[Stored data]
______________________________

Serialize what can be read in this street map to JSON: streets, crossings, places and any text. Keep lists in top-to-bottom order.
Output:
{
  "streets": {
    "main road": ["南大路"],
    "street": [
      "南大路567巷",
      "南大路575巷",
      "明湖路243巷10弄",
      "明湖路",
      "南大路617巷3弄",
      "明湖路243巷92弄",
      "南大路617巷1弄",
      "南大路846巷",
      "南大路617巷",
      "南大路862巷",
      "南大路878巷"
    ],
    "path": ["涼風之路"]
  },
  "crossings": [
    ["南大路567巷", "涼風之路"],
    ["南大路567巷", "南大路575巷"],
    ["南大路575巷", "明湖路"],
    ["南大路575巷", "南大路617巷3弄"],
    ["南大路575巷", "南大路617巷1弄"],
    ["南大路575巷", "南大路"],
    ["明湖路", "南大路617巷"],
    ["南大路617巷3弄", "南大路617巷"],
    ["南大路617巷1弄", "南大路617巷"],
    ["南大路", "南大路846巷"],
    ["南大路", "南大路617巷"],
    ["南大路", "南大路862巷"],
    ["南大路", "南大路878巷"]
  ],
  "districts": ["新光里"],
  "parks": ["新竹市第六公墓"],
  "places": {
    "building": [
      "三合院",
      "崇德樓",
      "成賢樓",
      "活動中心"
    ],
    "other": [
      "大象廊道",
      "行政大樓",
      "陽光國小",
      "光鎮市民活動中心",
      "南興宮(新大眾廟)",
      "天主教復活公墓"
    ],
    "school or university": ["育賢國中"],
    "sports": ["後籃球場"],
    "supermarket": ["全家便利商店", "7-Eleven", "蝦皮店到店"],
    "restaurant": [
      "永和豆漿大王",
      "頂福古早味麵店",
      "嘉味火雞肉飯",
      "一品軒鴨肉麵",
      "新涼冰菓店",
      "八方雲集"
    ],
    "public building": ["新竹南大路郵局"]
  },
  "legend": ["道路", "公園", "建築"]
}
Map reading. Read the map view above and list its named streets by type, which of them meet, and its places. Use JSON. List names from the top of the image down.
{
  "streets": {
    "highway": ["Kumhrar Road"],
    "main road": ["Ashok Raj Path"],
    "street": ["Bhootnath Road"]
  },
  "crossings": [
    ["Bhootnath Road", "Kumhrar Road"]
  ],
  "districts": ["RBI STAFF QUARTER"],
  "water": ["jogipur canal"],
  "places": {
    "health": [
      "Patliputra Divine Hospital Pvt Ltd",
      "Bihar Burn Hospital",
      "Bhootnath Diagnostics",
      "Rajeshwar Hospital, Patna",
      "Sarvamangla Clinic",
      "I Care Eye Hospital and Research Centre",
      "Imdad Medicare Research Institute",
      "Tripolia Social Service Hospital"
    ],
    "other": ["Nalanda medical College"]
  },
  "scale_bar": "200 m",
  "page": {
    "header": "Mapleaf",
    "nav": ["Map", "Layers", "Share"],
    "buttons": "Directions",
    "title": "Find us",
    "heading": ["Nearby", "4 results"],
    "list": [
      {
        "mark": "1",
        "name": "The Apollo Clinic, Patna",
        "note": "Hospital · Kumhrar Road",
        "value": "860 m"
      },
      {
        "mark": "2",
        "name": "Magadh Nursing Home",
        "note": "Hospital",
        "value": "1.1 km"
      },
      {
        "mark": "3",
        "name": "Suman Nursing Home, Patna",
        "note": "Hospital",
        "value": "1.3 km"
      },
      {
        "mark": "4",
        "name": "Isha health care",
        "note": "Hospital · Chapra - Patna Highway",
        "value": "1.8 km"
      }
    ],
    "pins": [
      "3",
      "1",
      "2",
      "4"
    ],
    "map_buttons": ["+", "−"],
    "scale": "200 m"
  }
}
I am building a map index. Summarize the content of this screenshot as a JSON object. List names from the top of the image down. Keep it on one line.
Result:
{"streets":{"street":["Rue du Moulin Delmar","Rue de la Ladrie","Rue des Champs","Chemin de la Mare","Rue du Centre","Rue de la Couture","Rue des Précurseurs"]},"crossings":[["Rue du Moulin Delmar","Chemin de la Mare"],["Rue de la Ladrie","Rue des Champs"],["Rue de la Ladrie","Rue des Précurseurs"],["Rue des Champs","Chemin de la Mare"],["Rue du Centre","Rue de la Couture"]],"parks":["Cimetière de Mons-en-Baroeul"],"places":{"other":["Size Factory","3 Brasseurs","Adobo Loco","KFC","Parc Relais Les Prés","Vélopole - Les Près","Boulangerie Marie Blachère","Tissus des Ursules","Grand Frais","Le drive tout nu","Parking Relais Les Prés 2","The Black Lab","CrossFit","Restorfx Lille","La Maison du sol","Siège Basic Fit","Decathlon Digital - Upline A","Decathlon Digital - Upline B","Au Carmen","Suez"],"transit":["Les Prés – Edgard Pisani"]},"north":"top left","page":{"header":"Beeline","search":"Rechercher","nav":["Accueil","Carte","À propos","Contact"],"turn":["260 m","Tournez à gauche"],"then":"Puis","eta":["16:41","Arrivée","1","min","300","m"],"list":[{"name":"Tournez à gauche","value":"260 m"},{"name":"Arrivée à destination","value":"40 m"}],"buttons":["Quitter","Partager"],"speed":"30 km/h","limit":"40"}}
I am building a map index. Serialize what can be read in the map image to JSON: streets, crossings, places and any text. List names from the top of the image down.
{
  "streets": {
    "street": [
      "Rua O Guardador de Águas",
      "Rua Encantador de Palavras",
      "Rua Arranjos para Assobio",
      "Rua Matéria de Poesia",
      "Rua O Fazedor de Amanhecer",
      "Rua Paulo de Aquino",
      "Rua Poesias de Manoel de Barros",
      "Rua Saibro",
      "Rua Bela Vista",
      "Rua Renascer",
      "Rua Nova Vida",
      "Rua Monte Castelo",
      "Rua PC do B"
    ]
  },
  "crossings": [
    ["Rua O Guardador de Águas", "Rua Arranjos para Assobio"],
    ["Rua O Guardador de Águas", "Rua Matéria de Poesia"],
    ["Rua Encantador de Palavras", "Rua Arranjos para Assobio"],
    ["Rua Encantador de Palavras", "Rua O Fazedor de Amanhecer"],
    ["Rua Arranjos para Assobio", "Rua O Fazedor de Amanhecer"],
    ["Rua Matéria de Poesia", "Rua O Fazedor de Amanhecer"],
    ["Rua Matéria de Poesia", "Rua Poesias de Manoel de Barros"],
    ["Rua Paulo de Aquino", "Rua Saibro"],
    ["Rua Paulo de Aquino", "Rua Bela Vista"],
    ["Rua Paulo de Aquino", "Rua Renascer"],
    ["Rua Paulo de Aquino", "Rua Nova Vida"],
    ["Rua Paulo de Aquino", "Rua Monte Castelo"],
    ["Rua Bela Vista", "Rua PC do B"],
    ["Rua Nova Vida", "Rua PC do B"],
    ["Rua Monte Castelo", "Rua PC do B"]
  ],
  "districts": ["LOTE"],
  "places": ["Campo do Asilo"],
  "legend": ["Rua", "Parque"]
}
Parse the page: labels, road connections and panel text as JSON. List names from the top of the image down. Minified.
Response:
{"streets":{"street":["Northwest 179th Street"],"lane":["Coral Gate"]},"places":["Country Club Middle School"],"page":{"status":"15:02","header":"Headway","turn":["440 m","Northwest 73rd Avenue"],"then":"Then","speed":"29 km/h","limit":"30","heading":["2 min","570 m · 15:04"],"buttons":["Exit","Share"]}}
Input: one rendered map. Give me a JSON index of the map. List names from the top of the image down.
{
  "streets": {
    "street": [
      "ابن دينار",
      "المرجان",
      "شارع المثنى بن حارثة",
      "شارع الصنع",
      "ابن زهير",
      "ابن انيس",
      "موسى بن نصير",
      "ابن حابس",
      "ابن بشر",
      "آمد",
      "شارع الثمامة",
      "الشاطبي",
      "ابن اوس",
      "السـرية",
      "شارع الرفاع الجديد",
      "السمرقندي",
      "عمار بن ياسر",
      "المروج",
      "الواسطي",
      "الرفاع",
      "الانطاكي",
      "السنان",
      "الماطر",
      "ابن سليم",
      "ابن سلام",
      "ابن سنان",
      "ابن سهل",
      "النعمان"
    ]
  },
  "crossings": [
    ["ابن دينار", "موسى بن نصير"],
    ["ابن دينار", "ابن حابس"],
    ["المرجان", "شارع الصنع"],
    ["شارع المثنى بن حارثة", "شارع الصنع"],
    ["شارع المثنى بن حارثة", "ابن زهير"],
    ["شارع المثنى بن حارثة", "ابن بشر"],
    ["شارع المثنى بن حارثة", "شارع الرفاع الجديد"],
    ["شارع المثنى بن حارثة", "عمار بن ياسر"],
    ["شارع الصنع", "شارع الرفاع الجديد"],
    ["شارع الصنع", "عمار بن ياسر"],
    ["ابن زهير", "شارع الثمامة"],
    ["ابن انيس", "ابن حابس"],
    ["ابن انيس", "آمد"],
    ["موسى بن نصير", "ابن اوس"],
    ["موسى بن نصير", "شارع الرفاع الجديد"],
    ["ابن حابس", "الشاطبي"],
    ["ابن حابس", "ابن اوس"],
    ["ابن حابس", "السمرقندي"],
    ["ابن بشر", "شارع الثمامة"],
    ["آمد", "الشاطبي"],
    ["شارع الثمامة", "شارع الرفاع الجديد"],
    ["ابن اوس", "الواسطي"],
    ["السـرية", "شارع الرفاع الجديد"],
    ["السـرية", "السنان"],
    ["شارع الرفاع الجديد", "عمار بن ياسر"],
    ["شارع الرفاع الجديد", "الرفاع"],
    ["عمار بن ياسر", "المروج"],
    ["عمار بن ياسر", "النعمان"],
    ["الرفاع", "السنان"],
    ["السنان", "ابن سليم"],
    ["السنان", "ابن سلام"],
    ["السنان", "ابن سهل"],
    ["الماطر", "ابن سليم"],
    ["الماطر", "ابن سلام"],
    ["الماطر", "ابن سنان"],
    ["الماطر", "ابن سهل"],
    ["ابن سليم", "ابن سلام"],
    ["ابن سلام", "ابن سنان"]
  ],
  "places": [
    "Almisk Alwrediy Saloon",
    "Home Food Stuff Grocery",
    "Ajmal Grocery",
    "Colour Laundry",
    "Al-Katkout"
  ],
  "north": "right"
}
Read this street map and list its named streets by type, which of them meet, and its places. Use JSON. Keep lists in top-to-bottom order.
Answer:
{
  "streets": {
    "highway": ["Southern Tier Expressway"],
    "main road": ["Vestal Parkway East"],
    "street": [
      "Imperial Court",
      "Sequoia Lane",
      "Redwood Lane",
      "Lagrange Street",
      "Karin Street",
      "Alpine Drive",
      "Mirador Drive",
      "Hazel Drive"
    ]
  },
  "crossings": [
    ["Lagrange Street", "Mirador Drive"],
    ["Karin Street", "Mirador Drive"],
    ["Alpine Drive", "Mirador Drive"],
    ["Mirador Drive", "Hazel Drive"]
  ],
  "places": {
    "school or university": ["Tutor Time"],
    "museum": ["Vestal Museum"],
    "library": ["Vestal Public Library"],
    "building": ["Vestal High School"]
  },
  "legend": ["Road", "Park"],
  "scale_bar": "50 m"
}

______________________________

Some lines in the data above hold the string "حارثة". Find and copy each of them.

# Answer space
      "شارع المثنى بن حارثة",
    ["شارع المثنى بن حارثة", "شارع الصنع"],
    ["شارع المثنى بن حارثة", "ابن زهير"],
    ["شارع المثنى بن حارثة", "ابن بشر"],
    ["شارع المثنى بن حارثة", "شارع الرفاع الجديد"],
    ["شارع المثنى بن حارثة", "عمار بن ياسر"],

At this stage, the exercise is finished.